Newborn baby Europeans under the age of 25 have had fewer babies as unemployment has risen

Fewer babies have been born in Europe since the start of the financial crisis in 2008, a new study shows.

The Max Planck Institute for Demographic Research in Germany found that the birth rate in 28 European countries dropped as unemployment rose.

People under 25 have been particularly affected, along with those living in southern European countries like Spain.

The relationship between the economy and fertility has long been discussed, but remains controversial.

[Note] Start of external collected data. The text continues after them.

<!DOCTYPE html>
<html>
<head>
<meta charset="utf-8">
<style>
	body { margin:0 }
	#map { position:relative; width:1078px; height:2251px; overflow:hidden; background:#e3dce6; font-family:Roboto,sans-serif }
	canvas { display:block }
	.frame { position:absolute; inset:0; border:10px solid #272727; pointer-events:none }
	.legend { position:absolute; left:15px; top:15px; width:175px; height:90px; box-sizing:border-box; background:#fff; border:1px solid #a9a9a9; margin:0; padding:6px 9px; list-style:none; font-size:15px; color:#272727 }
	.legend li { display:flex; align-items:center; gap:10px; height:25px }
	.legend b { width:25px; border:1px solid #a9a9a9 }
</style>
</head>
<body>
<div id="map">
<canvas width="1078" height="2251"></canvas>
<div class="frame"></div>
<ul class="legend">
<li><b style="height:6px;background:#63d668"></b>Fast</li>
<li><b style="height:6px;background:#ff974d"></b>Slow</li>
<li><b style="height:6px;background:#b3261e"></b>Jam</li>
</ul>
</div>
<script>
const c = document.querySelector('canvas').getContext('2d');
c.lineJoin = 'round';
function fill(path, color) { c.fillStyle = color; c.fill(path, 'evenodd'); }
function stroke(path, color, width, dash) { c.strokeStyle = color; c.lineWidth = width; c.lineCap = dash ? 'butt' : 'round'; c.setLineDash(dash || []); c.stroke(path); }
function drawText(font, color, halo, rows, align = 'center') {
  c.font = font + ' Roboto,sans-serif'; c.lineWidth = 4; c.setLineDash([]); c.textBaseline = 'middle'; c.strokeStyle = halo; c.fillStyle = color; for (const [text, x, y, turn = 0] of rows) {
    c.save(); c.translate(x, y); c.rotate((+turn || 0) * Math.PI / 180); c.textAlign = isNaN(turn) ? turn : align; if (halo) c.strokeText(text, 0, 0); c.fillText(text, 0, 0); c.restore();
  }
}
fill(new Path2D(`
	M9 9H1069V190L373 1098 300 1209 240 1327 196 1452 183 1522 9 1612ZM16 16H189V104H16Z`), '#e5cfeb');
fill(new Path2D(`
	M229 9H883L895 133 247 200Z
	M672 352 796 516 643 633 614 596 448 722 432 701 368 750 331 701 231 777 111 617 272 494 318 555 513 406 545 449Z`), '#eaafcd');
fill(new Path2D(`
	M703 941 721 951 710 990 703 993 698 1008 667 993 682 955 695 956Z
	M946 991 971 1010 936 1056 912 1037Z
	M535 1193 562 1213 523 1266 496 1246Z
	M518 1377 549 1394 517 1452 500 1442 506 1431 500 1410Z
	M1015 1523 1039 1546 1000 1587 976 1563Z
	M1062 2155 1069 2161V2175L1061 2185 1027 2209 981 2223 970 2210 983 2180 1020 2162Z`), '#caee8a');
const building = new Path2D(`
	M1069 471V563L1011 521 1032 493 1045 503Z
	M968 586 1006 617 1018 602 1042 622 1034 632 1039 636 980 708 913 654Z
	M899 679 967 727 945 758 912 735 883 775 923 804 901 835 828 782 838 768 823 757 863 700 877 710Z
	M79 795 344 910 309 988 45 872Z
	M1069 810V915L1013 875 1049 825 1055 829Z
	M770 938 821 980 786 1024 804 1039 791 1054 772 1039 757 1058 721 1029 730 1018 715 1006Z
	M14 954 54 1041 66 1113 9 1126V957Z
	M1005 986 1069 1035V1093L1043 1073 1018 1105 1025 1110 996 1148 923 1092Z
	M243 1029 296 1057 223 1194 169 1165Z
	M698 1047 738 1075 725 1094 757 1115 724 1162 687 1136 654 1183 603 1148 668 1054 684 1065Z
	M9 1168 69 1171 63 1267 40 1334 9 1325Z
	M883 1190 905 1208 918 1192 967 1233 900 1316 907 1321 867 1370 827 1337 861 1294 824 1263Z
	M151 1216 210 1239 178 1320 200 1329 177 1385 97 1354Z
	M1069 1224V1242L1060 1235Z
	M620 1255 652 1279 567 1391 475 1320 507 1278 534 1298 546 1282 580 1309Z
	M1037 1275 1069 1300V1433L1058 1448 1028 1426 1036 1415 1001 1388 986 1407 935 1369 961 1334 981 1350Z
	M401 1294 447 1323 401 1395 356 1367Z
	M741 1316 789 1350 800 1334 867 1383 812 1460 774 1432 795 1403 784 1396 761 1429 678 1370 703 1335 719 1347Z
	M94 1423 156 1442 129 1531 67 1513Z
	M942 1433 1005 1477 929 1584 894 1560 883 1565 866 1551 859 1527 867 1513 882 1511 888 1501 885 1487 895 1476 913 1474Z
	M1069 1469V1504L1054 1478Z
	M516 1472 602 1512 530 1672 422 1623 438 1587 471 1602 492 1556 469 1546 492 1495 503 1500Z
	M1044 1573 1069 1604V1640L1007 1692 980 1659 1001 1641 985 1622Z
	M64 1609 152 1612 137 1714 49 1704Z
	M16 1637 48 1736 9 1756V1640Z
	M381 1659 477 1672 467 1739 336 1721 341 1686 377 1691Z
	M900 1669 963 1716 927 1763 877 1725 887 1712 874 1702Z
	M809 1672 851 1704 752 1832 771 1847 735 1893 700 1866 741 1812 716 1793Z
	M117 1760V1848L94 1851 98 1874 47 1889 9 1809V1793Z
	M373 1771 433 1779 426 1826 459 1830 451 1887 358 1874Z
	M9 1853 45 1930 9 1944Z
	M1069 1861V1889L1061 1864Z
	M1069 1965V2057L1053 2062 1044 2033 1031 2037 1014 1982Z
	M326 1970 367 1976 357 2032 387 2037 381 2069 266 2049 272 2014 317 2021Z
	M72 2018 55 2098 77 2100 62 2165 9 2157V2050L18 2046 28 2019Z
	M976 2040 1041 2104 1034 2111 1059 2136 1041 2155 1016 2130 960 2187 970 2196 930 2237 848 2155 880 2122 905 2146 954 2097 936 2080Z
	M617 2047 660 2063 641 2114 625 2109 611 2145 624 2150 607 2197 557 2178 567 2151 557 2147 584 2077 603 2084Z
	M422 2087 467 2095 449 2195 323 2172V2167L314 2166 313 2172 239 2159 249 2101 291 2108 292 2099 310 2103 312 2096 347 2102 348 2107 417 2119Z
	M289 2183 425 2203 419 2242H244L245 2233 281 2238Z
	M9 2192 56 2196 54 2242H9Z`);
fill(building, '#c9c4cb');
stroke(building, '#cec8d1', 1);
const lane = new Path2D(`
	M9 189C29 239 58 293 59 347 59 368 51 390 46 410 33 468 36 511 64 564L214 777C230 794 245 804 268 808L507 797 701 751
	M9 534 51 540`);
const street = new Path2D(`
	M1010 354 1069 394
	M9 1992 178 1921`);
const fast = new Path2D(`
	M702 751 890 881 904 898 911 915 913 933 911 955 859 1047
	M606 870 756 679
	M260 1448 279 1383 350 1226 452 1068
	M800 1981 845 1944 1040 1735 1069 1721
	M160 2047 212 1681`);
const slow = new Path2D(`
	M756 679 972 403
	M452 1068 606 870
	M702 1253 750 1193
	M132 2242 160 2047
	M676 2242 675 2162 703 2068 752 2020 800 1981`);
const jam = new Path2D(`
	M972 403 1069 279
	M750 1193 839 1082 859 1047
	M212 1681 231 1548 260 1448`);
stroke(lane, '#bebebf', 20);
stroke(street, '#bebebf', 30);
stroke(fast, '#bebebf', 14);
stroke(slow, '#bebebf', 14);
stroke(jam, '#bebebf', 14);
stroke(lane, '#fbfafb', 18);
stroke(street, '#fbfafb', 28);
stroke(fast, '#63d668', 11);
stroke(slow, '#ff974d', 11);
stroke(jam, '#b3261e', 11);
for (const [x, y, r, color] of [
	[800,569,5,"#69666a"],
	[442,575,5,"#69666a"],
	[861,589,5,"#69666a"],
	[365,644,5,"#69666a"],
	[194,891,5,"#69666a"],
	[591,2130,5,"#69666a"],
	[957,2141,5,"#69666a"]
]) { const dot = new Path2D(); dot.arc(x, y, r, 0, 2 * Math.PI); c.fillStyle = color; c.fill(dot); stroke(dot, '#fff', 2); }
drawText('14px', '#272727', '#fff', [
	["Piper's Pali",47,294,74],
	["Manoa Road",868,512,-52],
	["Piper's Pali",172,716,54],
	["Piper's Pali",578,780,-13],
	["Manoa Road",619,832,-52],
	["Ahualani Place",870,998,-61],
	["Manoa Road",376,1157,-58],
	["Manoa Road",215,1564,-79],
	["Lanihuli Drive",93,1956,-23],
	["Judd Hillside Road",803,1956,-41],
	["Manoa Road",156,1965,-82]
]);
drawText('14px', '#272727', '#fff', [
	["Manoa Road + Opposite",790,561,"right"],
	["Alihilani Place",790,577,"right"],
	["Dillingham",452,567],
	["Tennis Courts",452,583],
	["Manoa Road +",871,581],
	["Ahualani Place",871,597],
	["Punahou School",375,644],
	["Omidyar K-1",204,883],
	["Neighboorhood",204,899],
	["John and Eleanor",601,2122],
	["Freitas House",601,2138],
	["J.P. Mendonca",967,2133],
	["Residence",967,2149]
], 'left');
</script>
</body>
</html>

Researchers at the MPIDR said their study proved that "the extent of joblessness in a contemporary European country does in fact have an effect on birth rates".

Weathered the crisis

"The financial crisis hit Europe at a time when birth rates in many countries had just began rising again," said demographer Michaela Kreyenfeld.

chart with spanish and german figures

She said upward trends in some countries had come to a halt while in others, birth rates declined.

In Spain, the total fertility rate - the number of births per woman - fell nearly 8% between 2008 and 2011 as unemployment went from 8.3% to 11.3%.

A setback also occurred in Hungary, Ireland, Croatia and Latvia, the study said.

Formerly growing birth rates slowed in countries such as the Czech Republic, Poland and the United Kingdom.

But in Germany and Switzerland, where labour markets have weathered the crisis comparatively well, there was almost no change in the number of children born.

Europeans under the age of 25 have especially restrained from having children in the face of rising unemployment rates, the research shows. However it notes that many may be postponing having a family rather than deciding not to have one at all.

The study says a 1% increase in unemployment rates causes fertility to fall by nearly 0.2% among those aged 15 to 19, and 0.1% between 20 and 24.

But rising unemployment did not cause birth rates to change for those over 40.

"Fertility plans can be revised more easily at younger ages than at ages where the biological limits of fertility are approaching," said Ms Kreyenfeld.